GOAL OF THE EXERCISE
What lines in the material hold the string "image"? Copy out each of them.

PROVIDED INFORMATION
+ + +
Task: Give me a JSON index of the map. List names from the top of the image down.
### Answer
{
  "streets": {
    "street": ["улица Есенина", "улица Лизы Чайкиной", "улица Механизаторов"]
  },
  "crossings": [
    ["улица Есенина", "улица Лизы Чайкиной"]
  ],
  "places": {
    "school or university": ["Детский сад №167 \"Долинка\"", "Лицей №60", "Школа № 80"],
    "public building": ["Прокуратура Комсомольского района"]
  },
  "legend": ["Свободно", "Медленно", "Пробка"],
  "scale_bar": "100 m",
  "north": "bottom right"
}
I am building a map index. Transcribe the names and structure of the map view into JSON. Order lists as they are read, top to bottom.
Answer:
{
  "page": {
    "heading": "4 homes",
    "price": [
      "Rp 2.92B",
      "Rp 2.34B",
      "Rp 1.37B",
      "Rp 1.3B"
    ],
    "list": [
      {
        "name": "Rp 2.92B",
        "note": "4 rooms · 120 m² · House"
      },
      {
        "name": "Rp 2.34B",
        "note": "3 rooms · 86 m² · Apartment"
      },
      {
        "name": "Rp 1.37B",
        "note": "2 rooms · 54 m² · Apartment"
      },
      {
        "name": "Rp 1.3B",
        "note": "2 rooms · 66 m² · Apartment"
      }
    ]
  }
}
+ + +
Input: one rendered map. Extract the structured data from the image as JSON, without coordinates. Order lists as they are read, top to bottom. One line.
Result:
+ + +
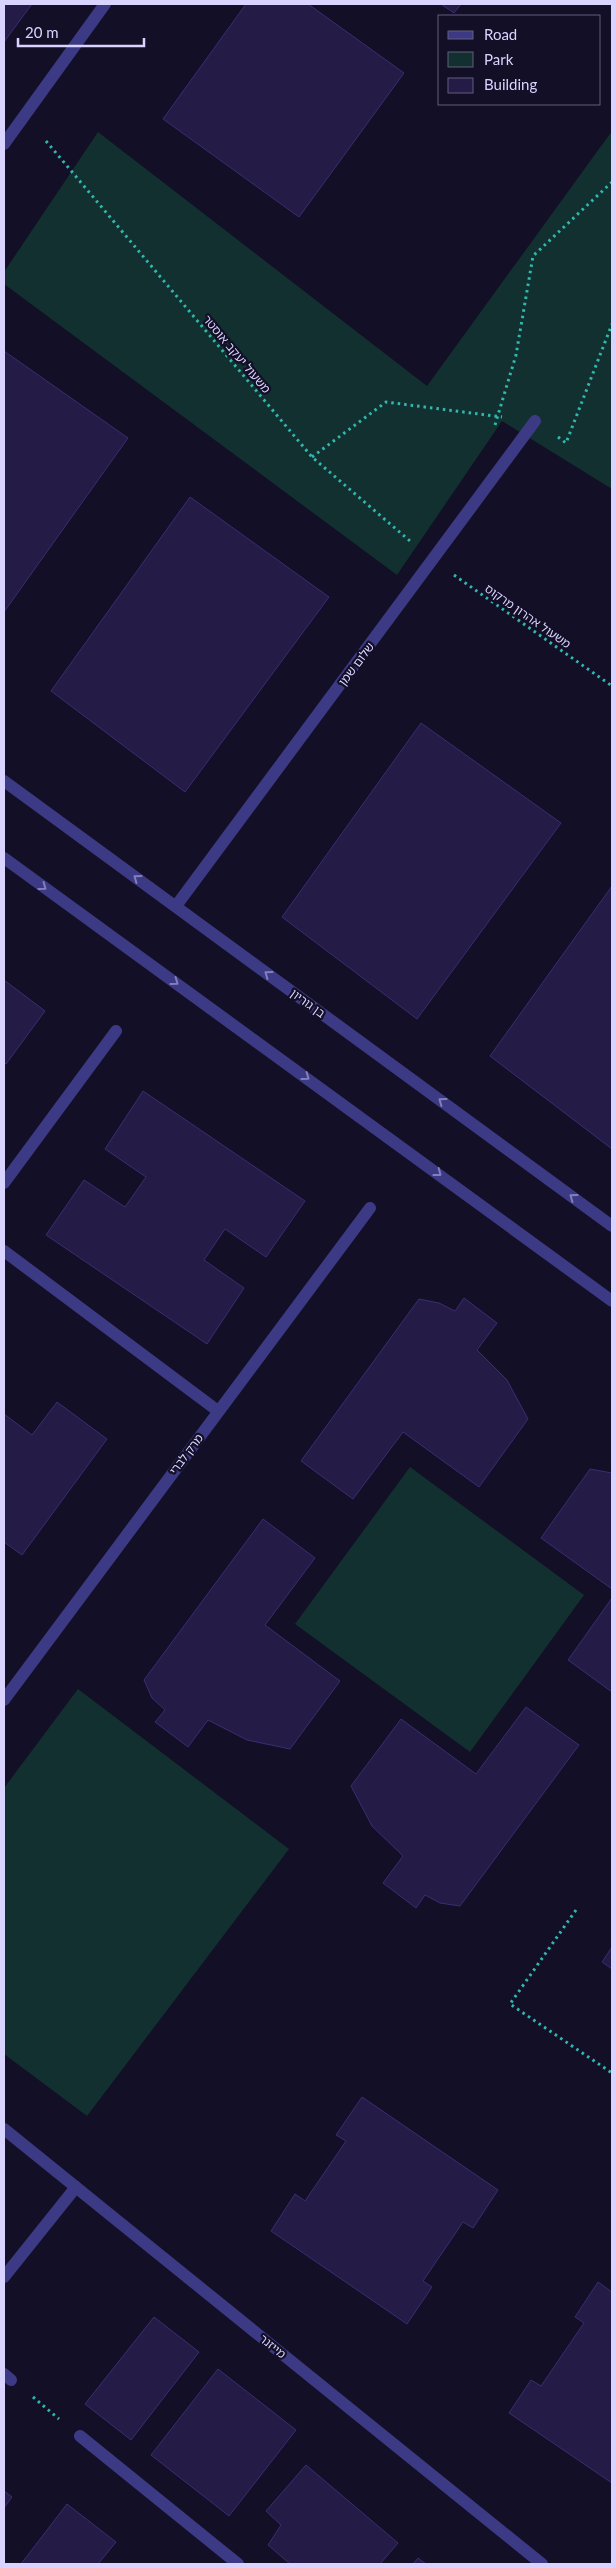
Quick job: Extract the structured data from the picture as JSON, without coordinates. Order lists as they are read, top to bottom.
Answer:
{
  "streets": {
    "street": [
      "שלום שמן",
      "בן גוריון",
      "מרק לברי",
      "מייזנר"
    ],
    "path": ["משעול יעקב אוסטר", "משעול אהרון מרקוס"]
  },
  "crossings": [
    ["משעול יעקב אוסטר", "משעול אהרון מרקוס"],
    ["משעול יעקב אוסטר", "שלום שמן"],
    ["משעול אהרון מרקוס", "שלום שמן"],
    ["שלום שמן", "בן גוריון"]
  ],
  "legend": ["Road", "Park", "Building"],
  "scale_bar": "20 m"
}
+ + +
RESPONSE TO THIS TASK
Task: Give me a JSON index of the map. List names from the top of the image down.
Input: one rendered map. Extract the structured data from the image as JSON, without coordinates. Order lists as they are read, top to bottom. One line.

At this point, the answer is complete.